╭─ Source material
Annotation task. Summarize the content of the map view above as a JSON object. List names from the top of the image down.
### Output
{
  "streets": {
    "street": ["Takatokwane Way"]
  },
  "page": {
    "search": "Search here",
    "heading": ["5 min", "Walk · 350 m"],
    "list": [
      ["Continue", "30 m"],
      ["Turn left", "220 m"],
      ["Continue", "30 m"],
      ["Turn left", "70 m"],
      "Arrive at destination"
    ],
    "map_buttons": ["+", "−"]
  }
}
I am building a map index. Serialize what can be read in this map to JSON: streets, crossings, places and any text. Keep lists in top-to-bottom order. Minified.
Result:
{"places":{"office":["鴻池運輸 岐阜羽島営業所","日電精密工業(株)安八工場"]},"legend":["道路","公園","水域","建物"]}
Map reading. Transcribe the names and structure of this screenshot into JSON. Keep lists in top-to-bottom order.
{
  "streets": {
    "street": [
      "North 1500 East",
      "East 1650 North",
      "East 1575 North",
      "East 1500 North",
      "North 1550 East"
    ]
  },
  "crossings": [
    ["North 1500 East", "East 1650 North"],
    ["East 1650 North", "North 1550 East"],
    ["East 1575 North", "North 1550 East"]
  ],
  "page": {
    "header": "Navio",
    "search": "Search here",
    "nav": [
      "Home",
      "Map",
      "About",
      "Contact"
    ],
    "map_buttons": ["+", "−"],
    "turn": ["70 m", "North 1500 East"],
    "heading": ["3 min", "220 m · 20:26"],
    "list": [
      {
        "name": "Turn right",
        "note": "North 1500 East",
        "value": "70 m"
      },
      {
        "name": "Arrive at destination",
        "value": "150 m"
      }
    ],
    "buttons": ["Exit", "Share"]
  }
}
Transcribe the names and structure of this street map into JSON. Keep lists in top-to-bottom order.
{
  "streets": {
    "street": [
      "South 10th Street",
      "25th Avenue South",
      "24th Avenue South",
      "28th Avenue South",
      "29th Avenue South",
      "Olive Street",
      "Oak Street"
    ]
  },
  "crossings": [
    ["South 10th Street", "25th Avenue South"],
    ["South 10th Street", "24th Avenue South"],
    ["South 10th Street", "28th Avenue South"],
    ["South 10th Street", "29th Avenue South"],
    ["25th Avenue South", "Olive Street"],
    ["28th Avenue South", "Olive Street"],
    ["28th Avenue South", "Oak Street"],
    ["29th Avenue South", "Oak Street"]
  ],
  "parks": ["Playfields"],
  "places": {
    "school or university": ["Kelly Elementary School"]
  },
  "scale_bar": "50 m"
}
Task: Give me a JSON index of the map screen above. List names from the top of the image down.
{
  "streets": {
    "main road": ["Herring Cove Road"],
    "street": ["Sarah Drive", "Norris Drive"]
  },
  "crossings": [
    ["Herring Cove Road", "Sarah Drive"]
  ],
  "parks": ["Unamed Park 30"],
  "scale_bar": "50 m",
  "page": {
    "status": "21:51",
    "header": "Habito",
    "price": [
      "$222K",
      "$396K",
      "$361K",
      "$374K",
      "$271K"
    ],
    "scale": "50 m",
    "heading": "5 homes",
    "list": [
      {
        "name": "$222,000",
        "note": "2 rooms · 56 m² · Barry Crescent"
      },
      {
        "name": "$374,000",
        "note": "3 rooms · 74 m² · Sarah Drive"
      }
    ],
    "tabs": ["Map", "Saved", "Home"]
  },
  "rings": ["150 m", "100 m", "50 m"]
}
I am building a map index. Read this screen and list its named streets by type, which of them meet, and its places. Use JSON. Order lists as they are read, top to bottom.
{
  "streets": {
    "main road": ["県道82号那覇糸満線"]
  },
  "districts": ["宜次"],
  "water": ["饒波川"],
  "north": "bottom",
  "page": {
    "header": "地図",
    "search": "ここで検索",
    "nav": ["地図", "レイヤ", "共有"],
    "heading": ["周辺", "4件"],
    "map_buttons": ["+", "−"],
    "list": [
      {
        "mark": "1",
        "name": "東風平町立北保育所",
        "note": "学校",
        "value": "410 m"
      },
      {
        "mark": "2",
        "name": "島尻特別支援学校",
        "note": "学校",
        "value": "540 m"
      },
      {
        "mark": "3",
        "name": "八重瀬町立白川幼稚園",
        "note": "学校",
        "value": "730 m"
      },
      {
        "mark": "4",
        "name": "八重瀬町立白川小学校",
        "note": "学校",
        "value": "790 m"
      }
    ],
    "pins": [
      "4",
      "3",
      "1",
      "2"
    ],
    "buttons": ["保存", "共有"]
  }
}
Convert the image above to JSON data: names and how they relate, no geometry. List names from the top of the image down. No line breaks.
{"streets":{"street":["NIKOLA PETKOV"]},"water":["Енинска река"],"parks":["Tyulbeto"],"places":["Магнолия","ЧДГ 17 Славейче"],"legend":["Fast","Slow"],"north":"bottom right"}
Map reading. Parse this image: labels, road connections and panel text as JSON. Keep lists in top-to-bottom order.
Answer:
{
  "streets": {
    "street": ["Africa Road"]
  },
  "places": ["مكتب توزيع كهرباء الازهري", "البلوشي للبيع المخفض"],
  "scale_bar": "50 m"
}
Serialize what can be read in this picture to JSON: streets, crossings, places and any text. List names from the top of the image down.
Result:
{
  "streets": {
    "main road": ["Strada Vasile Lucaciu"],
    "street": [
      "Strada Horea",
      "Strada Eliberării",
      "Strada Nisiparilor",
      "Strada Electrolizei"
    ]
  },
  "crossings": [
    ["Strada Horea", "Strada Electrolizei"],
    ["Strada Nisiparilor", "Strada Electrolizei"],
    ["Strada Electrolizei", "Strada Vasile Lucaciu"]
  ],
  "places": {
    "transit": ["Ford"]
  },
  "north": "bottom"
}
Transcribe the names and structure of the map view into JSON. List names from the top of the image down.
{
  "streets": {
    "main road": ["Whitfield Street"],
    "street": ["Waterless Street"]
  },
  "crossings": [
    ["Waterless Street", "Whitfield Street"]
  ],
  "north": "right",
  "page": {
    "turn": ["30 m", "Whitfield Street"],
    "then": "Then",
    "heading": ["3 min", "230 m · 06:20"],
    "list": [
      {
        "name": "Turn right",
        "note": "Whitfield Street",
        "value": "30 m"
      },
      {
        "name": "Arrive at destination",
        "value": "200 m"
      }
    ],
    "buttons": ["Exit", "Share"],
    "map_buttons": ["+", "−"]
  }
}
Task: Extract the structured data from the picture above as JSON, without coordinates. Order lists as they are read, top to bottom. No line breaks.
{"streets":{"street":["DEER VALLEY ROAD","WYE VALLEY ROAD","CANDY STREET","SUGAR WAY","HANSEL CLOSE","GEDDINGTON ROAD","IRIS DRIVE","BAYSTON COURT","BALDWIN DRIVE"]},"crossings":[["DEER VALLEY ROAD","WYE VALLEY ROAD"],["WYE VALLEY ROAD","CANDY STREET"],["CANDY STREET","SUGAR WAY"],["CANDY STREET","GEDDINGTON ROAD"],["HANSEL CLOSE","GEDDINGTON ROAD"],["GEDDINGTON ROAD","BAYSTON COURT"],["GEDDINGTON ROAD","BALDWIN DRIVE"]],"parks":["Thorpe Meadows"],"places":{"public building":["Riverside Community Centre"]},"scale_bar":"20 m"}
╰─
**Activity**
Check each line of the records above for "text", and copy those that have it.

**Output of the exercise**
I am building a map index. Serialize what can be read in this map to JSON: streets, crossings, places and any text. Keep lists in top-to-bottom order. Minified.
Map reading. Parse this image: labels, road connections and panel text as JSON. Keep lists in top-to-bottom order.
Serialize what can be read in this picture to JSON: streets, crossings, places and any text. List names from the top of the image down.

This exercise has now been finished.